[Stored records]
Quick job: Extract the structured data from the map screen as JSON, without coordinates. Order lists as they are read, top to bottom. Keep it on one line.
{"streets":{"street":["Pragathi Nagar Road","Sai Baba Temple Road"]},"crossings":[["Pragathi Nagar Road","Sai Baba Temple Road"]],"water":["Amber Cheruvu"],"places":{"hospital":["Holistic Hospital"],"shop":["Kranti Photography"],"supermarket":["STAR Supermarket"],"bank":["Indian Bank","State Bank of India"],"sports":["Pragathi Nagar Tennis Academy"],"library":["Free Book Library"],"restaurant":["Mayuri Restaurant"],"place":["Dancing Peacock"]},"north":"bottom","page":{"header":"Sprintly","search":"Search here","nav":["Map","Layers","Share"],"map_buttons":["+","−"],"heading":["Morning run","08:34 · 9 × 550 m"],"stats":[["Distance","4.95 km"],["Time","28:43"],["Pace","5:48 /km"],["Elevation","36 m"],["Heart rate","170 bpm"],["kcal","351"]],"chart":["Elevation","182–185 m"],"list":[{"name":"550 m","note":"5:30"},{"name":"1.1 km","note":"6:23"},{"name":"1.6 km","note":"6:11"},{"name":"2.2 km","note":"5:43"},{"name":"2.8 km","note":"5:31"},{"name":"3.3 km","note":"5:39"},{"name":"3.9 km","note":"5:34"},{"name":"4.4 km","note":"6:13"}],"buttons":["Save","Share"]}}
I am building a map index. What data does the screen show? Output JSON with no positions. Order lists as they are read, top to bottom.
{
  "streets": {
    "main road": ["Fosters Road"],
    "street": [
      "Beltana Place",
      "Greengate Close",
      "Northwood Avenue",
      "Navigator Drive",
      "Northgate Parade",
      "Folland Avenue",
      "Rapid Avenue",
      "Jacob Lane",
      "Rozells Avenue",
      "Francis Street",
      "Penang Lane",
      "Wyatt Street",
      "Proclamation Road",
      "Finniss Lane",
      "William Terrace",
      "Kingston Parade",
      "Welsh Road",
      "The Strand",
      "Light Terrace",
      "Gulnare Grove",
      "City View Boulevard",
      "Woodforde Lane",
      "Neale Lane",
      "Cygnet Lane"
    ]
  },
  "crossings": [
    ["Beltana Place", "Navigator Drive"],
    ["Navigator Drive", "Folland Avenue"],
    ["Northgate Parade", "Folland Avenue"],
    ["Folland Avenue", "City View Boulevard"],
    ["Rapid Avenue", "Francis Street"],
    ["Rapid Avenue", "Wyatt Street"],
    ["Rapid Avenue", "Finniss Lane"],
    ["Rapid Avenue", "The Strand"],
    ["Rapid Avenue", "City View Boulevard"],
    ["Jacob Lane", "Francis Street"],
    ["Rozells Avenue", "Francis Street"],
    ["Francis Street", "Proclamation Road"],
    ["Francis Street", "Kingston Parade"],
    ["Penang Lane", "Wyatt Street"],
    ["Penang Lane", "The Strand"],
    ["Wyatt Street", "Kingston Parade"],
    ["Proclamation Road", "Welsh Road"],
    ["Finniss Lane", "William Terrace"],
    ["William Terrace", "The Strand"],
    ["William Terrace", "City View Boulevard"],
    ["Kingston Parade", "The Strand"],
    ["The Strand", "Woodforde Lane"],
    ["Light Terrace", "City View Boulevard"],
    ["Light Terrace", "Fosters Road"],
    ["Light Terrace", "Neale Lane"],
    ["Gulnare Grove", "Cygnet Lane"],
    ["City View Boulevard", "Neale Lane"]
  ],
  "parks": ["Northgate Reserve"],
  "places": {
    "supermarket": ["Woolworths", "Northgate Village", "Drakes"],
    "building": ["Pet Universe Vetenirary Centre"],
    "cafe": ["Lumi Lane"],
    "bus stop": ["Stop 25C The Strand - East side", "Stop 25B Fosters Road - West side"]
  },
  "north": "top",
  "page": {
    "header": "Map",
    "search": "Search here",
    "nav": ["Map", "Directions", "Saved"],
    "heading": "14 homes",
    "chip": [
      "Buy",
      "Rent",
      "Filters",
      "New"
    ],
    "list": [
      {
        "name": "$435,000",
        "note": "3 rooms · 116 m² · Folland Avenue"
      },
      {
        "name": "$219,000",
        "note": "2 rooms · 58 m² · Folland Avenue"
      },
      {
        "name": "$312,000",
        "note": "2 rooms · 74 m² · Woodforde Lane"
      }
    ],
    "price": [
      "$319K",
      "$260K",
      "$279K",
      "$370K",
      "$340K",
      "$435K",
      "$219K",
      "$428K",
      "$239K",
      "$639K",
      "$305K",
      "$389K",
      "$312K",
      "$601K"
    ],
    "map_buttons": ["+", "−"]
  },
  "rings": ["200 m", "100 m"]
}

__Task item__
Filter the entries and copy each line with "Wyatt".

__Task output__
      "Wyatt Street",
    ["Rapid Avenue", "Wyatt Street"],
    ["Penang Lane", "Wyatt Street"],
    ["Wyatt Street", "Kingston Parade"],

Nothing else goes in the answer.